We continue to listen to Jesus’ Sermon on the Mount from Mathew’s Gospel.  From Mathew, Jesus’ teaching is described as a higher form of righteousness: a more demanding version of the law.  At first glance this may make us feel more distant from God because it is harder to live that way.  On the other hand, we know that Jesus came to assure us that God intensely loves and cares for us.  We also know that Jesus came to bless and to heal our brokenness.  Having these two important keys for understanding, we can understand Jesus’ teaching as deeper rather than higher.  Jesus goes to the roots of the law, the depths of the heart and leads us to a deeper relationship with God.  When we grow in depth and spirituality, we encounter the darkness affecting the human spirit and the deep flaw of human nature.  As we near God in his marvelous light, more of our own imperfections show up.  But Jesus is the Divine Physician who exposes our wounds and leads us more deeply into the way of prayer and healing!

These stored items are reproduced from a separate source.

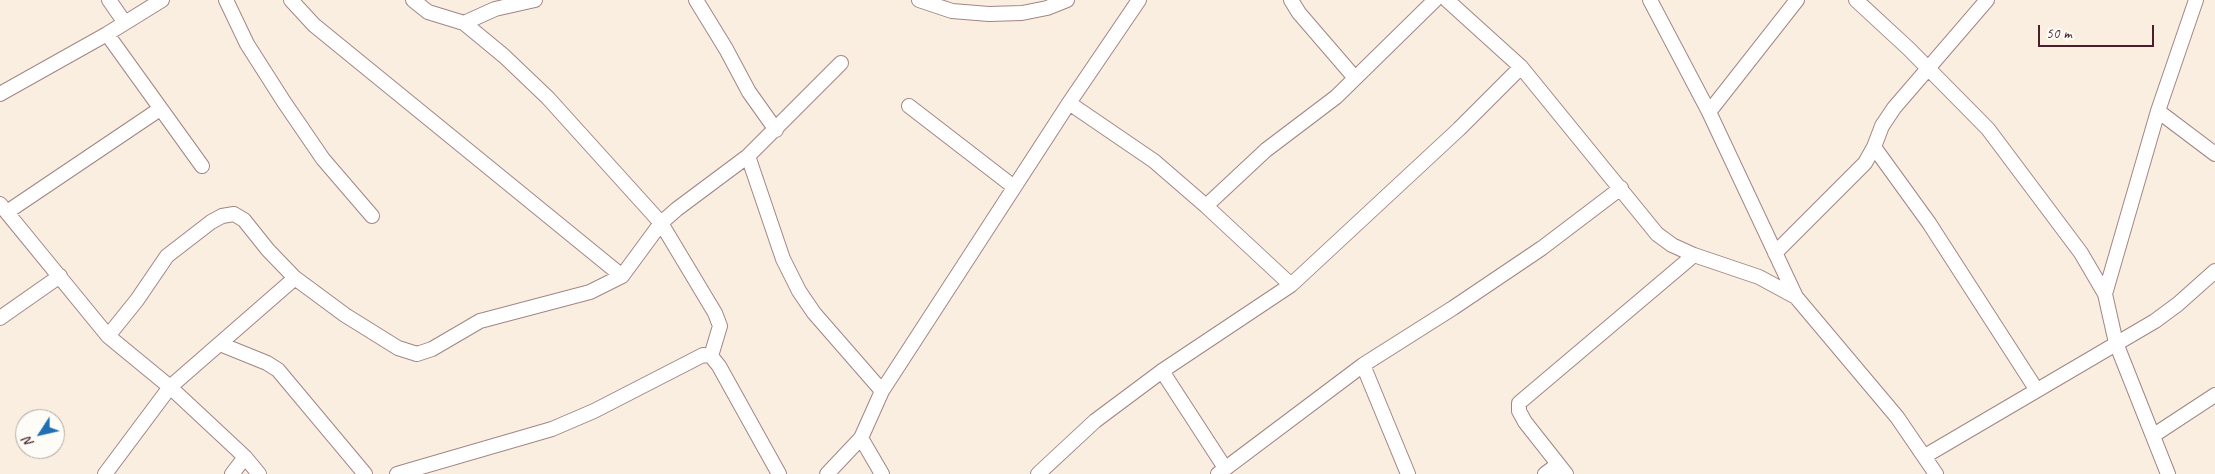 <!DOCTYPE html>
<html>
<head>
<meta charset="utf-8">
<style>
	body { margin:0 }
	#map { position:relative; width:2215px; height:474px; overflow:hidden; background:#f9eedf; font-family:Caveat,sans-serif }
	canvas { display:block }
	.north { position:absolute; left:15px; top:409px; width:50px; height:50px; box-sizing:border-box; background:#fdfcf7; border:1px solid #b5a4a5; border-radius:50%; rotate:235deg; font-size:14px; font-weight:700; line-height:20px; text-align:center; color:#4a1f2b }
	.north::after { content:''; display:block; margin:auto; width:18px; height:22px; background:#1f6fb2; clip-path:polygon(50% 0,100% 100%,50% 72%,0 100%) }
	.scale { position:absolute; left:2038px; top:25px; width:116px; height:22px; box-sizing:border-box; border:2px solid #4a1f2b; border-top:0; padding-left:6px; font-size:15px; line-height:18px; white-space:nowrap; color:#4a1f2b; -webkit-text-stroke:4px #fdfcf7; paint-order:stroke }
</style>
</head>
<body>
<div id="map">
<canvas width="2215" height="474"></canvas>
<div class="north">N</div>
<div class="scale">50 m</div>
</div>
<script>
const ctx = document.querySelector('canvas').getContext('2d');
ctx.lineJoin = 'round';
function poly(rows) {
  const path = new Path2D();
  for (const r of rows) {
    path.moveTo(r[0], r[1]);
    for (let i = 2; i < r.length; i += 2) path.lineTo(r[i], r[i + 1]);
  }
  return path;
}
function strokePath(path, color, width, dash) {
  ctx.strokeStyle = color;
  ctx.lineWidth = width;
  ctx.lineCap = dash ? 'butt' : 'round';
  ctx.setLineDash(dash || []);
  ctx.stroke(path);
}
const street = poly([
	[109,0,125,23],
	[226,0,247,44,284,102,323,159,372,216],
	[291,0,314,25,622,276],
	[413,0,428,12,464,23,504,56,548,98,661,223,715,313,720,326,711,356],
	[696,0,726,49,749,92,776,130],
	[919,0,952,11,989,14,1022,13,1047,8,1067,0],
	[1291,0,1299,13,1355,78],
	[1447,0,1521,67,1657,234,1672,245,1694,255,1759,277,1796,297],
	[1650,0,1709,112,1796,297,1897,417,1936,474],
	[1856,0,1909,49,1988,129,2081,253,2105,294],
	[464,23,495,9,535,0],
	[107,34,202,166],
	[0,94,107,34,162,0],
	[1069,103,1154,161,1206,206,1291,285],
	[909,106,1014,187],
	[2158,111,2215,154],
	[1709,112,1797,0],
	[1874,147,1929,223,2036,389],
	[748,156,783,259,799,291,814,313,882,391],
	[0,204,108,336,170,387,245,457,259,474],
	[1206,206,1266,150,1336,97,1435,0],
	[7,212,160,109],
	[1775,253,1865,163,1874,147,1882,126,1894,108,1987,0],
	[0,318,60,276],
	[108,336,137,300,167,256,211,222,222,216,234,214,244,220,268,250,295,278,345,315,398,348,417,354,432,349,480,321,590,292,622,276,661,223,677,209,748,156,841,63],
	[220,344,267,363,278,370,365,474],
	[1363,365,1408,474],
	[1162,371,1225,468],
	[2154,435,2215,395],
	[861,438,882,474],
	[1925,456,2155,321,2178,304,2215,271],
	[105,474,170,387,295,278],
	[232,474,245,457],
	[397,474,552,429,594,411,703,355,711,356,719,366,779,474],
	[827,474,861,438,882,391,1069,103,1139,0],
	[1038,474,1095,421,1162,371,1291,285,1459,129,1521,67],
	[1218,474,1363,365,1453,308,1542,248,1621,188],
	[1545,474,1557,465],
	[1566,474,1525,422,1519,411,1519,403,1694,255],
	[2168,474,2116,343,2105,294,2158,111,2196,0]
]);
strokePath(street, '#a28685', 16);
strokePath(street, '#fff', 14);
</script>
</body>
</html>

We experience inner conflict when we are confronted with the reality that our own thoughts and behaviors do not always conform to the way of life that Jesus calls us to.  This weekend our attention is directed toward God’s law that we must love our neighbor as ourselves.

We know that everything flows from the love of God.  This is the first and most important Commandment.  Loving your neighbor as you love yourself—well, what if we don’t love ourselves or we don’t understand how to love ourselves properly?  Then we are not going to be able to love anyone else–properly.  There is a balance here.  It falls in between putting ourselves down and being selfish, arrogant and egotistical.

Jesus invites us to ask him to show us how to love ourselves so that we may love our neighbor correctly.  If we ask, he will show us how beautiful God’s love is, first for ourselves, then for everyone else.  When we experience and understand that God love us unconditionally, even with our sins and faults, we change.  We begin to love ourselves humbly, that is in truth.  Then we begin to love others with God.  When our love is perfected, our love will entirely reflect God’s own love—even for those who make themselves enemies.